#### DATASET EXCERPTS
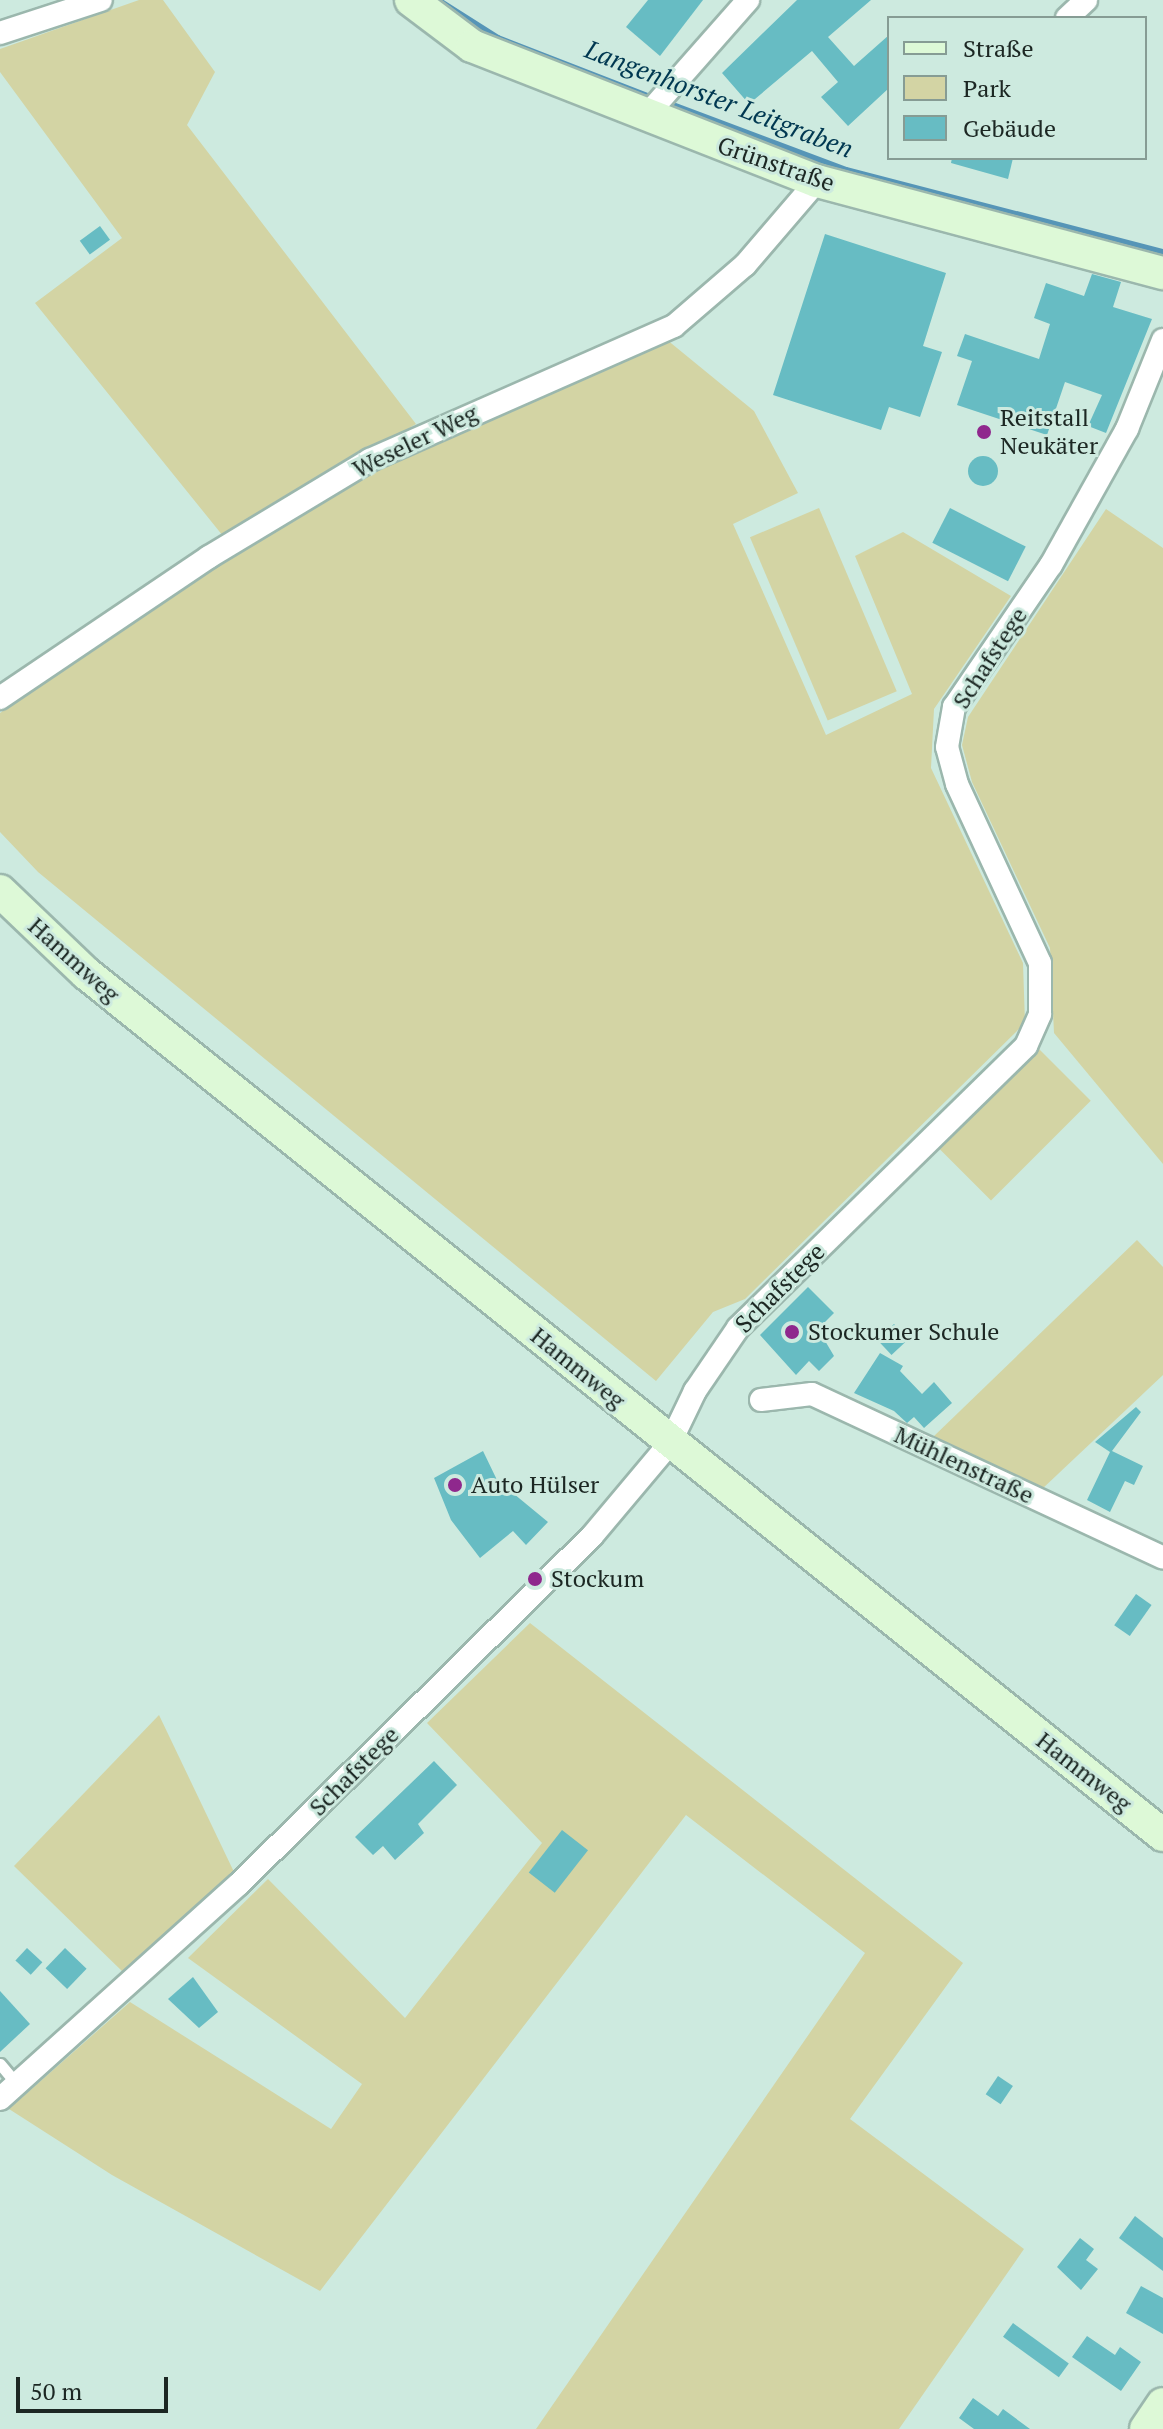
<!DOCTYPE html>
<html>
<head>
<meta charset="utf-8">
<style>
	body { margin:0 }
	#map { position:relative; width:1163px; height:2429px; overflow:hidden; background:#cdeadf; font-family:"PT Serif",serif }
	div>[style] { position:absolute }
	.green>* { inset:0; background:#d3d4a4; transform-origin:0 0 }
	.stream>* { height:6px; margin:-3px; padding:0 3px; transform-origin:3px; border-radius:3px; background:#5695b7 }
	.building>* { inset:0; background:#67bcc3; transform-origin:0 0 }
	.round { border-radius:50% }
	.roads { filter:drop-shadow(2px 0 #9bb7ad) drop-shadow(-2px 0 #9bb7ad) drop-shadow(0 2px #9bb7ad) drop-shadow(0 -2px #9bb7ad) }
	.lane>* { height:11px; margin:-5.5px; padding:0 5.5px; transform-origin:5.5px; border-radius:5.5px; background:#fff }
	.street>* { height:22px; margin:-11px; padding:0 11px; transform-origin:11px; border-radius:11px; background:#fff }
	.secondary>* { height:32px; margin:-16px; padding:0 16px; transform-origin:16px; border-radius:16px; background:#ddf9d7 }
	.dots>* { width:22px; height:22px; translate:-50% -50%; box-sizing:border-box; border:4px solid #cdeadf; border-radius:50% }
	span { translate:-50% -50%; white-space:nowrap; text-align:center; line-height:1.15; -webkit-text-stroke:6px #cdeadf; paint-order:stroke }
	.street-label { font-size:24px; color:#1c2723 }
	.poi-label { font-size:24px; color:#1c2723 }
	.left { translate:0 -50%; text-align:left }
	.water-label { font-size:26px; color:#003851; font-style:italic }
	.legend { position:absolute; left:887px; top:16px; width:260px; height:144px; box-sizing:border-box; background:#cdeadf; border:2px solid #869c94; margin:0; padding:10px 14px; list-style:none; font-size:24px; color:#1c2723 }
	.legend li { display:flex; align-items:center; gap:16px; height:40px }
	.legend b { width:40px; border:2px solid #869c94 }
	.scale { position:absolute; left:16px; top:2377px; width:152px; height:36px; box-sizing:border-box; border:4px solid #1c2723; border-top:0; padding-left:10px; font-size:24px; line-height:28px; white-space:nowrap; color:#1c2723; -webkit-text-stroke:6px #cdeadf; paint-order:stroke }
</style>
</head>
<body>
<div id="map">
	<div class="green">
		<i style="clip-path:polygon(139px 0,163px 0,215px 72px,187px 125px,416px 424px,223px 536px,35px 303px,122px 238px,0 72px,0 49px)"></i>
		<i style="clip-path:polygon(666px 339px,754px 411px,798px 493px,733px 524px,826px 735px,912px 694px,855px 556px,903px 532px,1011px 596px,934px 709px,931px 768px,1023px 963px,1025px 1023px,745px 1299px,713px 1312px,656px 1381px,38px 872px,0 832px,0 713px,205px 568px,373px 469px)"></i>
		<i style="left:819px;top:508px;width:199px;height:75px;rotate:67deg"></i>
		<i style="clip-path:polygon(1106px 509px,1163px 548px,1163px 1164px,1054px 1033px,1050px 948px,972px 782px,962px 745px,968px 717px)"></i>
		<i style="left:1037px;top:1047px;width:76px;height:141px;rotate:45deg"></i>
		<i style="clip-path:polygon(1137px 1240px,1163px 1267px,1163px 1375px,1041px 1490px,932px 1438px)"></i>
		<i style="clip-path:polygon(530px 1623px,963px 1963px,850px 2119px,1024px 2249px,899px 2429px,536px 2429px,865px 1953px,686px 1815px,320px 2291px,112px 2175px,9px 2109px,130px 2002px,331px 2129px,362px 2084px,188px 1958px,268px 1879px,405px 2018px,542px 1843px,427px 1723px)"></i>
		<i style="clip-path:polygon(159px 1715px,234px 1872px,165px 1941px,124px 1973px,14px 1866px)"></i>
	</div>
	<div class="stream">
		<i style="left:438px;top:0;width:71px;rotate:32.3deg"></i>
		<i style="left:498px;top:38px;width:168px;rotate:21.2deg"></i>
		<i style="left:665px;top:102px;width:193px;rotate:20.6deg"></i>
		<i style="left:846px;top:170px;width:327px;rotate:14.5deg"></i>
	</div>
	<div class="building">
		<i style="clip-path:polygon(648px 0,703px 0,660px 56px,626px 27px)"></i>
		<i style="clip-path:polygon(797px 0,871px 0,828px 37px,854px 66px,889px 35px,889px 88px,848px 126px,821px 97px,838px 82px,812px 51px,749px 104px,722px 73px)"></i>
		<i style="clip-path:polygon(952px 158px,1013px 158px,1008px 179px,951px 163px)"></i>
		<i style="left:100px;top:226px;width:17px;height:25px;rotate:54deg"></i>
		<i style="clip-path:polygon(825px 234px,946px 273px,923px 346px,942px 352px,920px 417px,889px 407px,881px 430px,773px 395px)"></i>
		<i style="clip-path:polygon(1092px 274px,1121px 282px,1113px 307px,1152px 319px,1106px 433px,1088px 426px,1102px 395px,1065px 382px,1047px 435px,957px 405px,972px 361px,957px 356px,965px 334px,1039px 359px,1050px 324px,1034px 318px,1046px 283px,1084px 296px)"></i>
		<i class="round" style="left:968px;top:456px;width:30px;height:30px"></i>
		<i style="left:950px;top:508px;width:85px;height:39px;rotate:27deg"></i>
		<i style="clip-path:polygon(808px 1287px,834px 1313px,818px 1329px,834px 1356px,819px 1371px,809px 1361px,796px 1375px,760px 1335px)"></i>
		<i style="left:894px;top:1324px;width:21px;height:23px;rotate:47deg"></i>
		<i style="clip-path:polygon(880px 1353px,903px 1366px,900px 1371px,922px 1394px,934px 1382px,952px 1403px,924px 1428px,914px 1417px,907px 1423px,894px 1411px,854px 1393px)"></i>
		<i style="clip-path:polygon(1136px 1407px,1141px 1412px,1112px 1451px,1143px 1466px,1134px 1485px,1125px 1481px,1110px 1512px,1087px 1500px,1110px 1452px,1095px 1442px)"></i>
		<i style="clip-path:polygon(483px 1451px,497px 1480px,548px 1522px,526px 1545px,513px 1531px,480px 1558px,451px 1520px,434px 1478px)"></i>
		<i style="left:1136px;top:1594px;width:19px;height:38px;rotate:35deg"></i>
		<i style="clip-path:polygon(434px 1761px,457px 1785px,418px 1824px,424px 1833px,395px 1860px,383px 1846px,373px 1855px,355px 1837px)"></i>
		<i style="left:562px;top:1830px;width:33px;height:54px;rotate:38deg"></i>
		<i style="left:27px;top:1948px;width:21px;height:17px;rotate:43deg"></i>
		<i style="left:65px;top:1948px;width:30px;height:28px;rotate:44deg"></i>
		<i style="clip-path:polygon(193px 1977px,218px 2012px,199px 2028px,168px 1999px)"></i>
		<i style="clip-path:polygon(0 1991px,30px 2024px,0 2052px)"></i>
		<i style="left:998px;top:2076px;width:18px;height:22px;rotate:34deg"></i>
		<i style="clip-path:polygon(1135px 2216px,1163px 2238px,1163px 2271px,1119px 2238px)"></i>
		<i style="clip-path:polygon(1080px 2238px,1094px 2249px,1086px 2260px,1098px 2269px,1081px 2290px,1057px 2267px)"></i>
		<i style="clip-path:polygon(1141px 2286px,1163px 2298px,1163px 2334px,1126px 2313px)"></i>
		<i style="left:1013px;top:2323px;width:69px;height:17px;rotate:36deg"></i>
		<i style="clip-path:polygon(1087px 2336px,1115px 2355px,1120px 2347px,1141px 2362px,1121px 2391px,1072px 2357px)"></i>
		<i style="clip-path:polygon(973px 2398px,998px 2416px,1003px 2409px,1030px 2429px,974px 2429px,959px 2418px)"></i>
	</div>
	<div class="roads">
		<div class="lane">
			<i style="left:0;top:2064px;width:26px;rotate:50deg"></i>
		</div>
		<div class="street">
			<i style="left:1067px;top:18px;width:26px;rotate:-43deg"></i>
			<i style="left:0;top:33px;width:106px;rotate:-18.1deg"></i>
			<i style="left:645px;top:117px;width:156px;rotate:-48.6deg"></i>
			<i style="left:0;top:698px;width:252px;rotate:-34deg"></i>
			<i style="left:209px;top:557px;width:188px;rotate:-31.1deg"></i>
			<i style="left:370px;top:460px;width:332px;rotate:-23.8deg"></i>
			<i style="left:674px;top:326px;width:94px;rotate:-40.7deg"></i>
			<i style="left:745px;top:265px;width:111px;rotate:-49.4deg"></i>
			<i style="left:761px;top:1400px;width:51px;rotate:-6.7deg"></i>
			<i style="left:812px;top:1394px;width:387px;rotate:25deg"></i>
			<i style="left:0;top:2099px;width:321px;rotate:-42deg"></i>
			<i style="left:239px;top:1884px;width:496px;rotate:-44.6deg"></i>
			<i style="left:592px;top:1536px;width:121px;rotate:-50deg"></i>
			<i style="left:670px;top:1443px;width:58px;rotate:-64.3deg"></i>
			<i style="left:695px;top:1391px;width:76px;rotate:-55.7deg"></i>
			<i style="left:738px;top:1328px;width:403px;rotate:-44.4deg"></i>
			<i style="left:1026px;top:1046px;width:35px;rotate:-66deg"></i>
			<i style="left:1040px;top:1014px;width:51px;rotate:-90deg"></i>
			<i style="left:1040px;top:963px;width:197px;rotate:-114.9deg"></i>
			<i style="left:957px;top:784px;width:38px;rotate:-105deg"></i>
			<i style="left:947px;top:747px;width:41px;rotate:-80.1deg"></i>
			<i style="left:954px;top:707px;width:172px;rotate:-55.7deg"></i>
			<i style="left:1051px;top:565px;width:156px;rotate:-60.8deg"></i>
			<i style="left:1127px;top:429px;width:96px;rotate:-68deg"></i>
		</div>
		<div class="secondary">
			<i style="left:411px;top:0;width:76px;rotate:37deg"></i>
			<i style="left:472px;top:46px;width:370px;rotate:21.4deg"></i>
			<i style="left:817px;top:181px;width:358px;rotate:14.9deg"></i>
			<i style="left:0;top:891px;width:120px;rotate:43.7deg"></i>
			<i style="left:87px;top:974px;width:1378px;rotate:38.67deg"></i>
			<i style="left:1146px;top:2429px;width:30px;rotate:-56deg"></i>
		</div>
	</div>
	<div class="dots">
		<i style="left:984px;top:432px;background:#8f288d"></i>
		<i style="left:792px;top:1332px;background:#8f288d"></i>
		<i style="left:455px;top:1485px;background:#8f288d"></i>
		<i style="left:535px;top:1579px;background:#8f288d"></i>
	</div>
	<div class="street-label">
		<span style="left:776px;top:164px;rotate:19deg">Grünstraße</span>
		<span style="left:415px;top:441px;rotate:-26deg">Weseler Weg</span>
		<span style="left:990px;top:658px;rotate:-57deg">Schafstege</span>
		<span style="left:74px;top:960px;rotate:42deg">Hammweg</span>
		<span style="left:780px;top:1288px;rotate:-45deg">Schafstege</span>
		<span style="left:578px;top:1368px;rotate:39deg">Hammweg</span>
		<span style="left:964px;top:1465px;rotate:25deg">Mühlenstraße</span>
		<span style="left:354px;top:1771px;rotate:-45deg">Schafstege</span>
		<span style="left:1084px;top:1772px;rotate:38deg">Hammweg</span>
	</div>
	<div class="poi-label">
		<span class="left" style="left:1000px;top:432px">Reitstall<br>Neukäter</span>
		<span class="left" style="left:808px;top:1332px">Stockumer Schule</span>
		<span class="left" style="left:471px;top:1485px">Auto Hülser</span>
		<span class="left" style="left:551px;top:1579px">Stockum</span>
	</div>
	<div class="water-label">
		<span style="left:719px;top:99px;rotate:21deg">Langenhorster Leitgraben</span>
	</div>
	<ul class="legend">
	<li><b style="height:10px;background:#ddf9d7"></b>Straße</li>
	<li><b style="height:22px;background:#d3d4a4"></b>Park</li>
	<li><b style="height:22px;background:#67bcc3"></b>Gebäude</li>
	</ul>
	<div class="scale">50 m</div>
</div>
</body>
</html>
########
Work out how many lines of the material above contain the word "lane", then give only that figure.

2